近年、日本ではSDGsやカーボンニュートラルの動きが強まっています。
中でも、太陽光発電はEV自動車普及の流れもあり、導入される家庭や企業が増えています。

そんな太陽光発電ですが、主装置である太陽光電池(太陽光パネル)には様々な種類があります。
それぞれ特性や価格が異なり、発電量の違いもあるため、太陽光発電をおこなう上で、太陽光電池選びは特に重要となります。
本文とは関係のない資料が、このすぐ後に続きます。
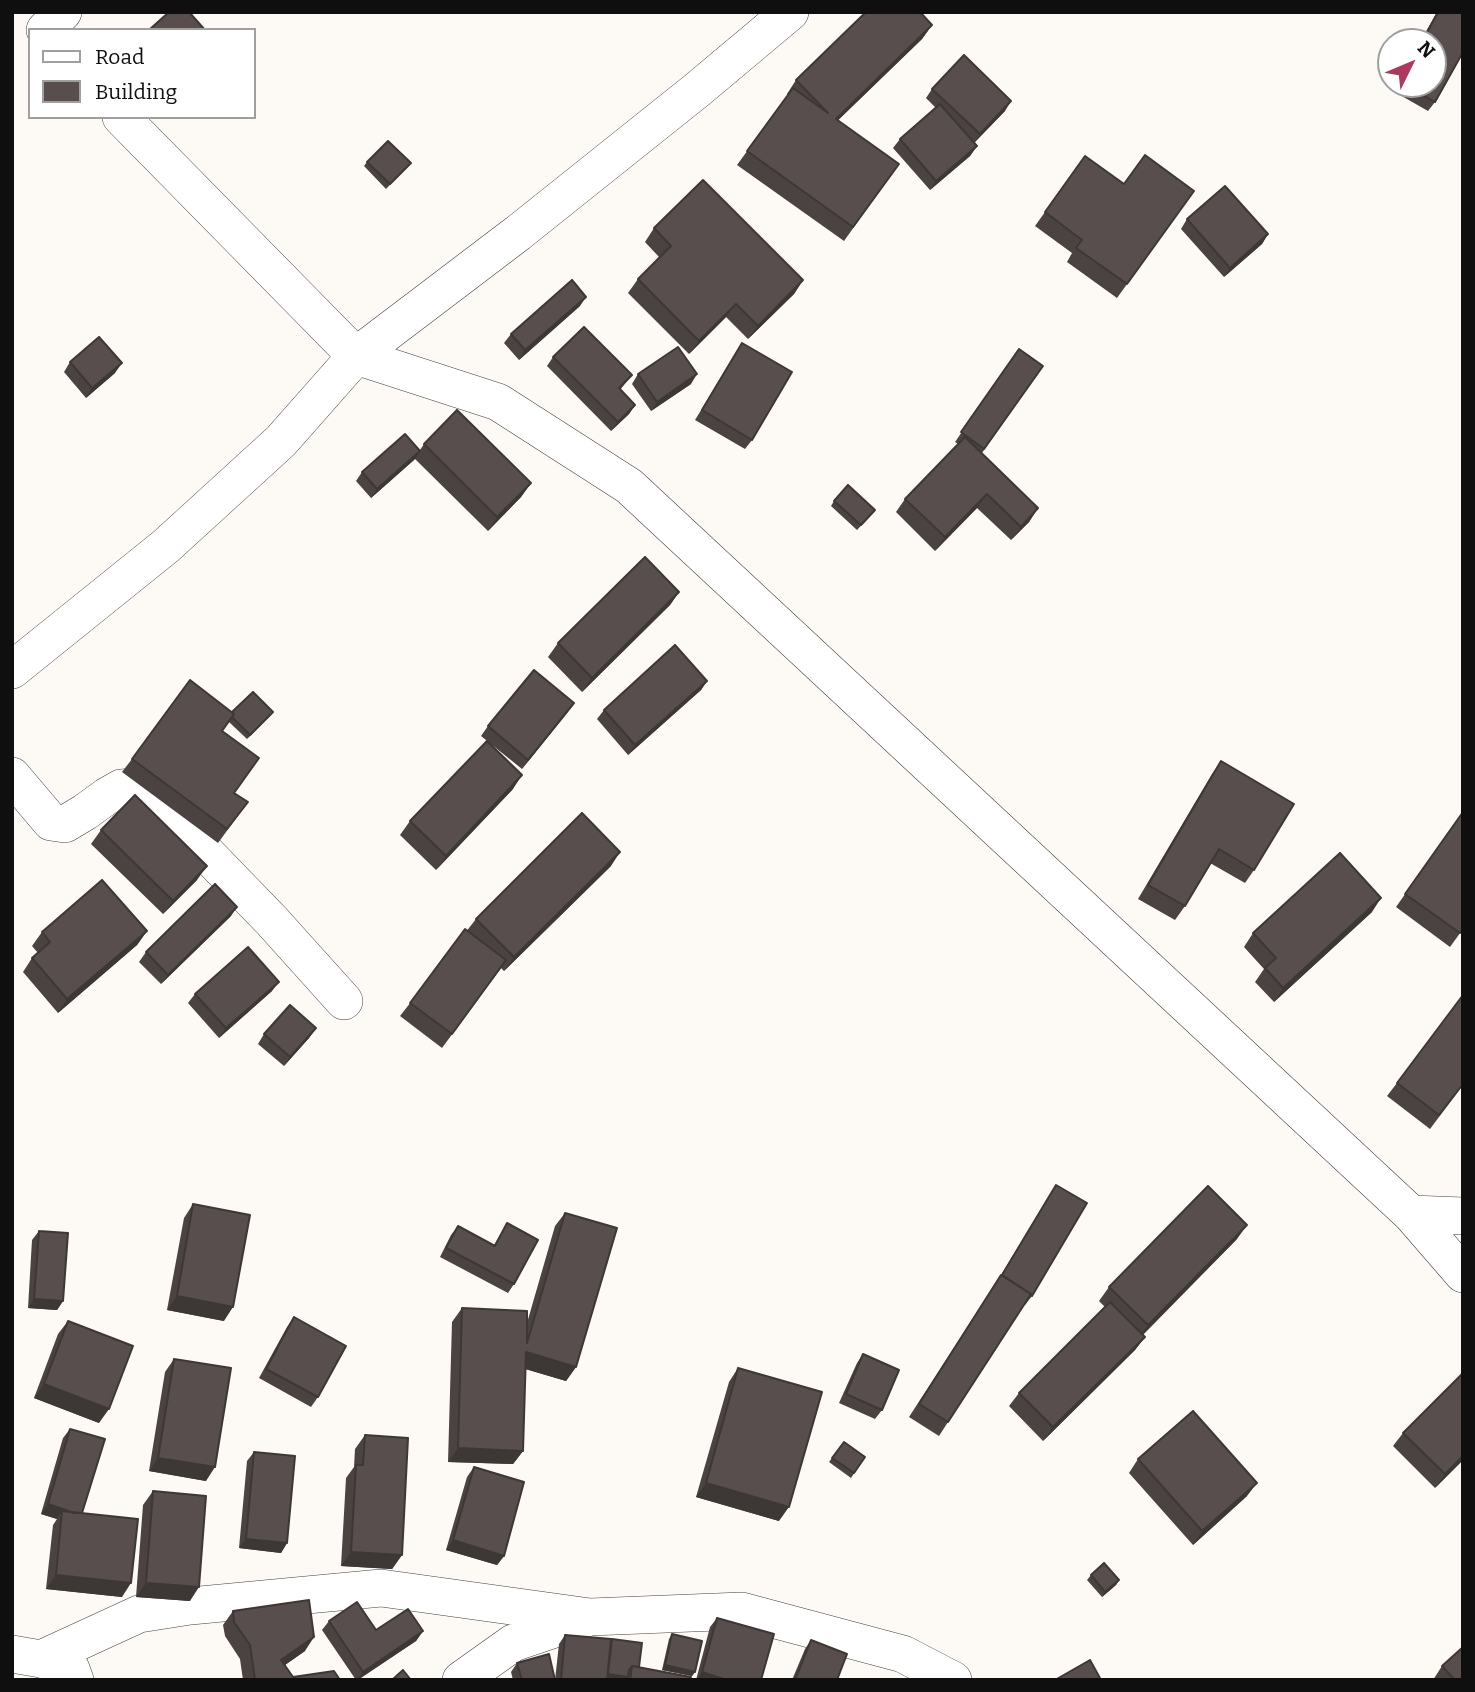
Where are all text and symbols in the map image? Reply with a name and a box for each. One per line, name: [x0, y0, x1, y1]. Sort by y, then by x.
legend: [28, 28, 256, 119]
north arrow: [1377, 28, 1447, 98]
text: N: [1413, 36, 1440, 63]
text: Road: [95, 44, 144, 70]
text: Building: [95, 79, 177, 105]

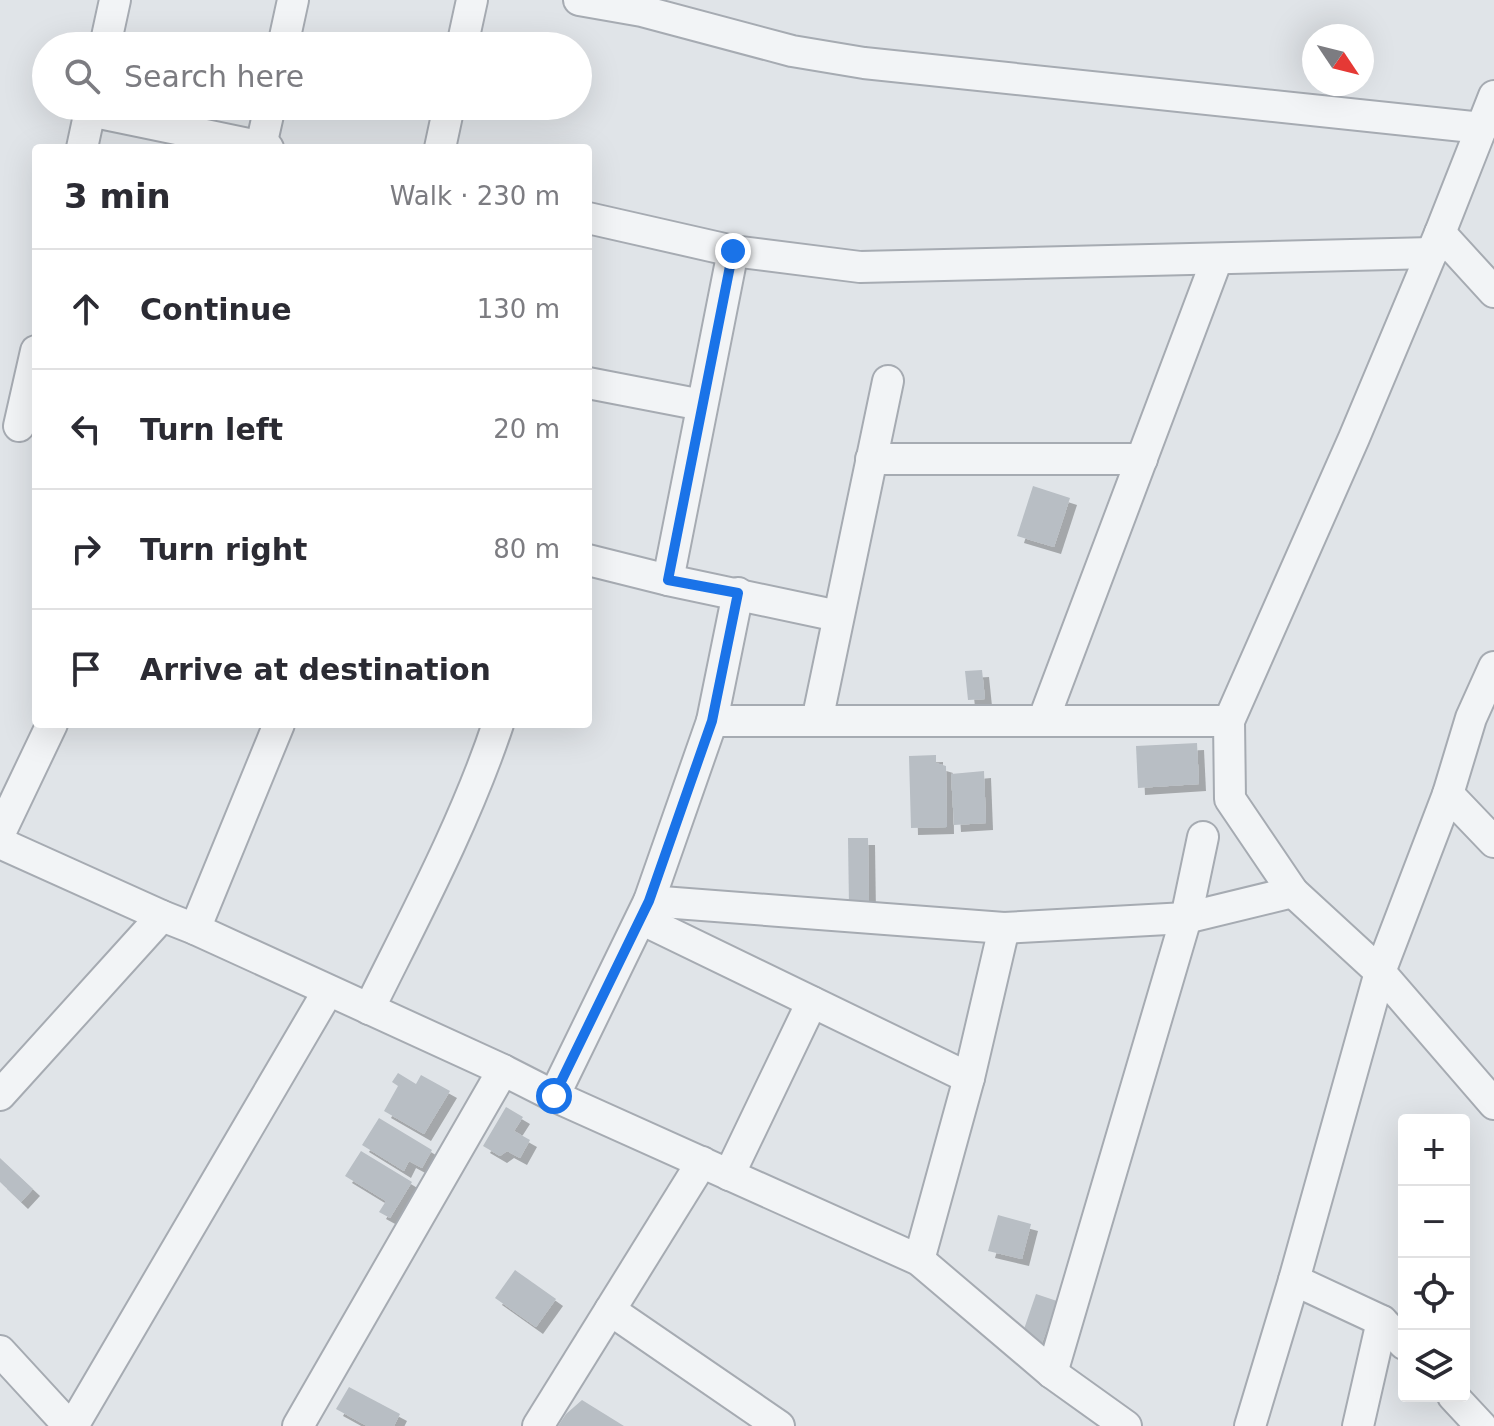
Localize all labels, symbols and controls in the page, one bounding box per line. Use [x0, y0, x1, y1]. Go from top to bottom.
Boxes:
north arrow [1302, 24, 1374, 96]
search box [32, 32, 592, 120]
icon: search [60, 54, 104, 98]
text: Search here [124, 59, 304, 94]
text: 3 min [64, 176, 171, 216]
text: Walk · 230 m [390, 181, 560, 211]
route end [715, 233, 751, 269]
icon: ahead [64, 287, 108, 331]
text: Continue [140, 292, 292, 327]
text: 130 m [477, 294, 560, 324]
icon: left [64, 407, 108, 451]
text: Turn left [140, 412, 283, 447]
text: 20 m [493, 414, 560, 444]
icon: right [64, 527, 108, 571]
text: Turn right [140, 532, 307, 567]
text: 80 m [493, 534, 560, 564]
icon: arrive [64, 647, 108, 691]
text: Arrive at destination [140, 652, 491, 687]
route start [536, 1078, 572, 1114]
map controls [1398, 1114, 1470, 1402]
button: + [1398, 1114, 1470, 1186]
button: − [1398, 1186, 1470, 1258]
button: locate [1398, 1258, 1470, 1330]
button: layers [1398, 1330, 1470, 1402]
太陽光電池の選び方について知りたい方はコチラをご覧ください。

今回は、太陽光電池の中でも、次世代の太陽光電池と期待されている「ペロブスカイト太陽電池」について説明します。

ペロブスカイト太陽電池について

まず初めに、ペロブスカイト太陽電池について説明します。

ペロブスカイト太陽電池は2009年に桐蔭横浜大学の宮坂力教授らによって開発されました。
従来のシリコン系太陽電池と異なり、材料を塗布や印刷で容易に作成できるため、既存の太陽電池より低価格になります。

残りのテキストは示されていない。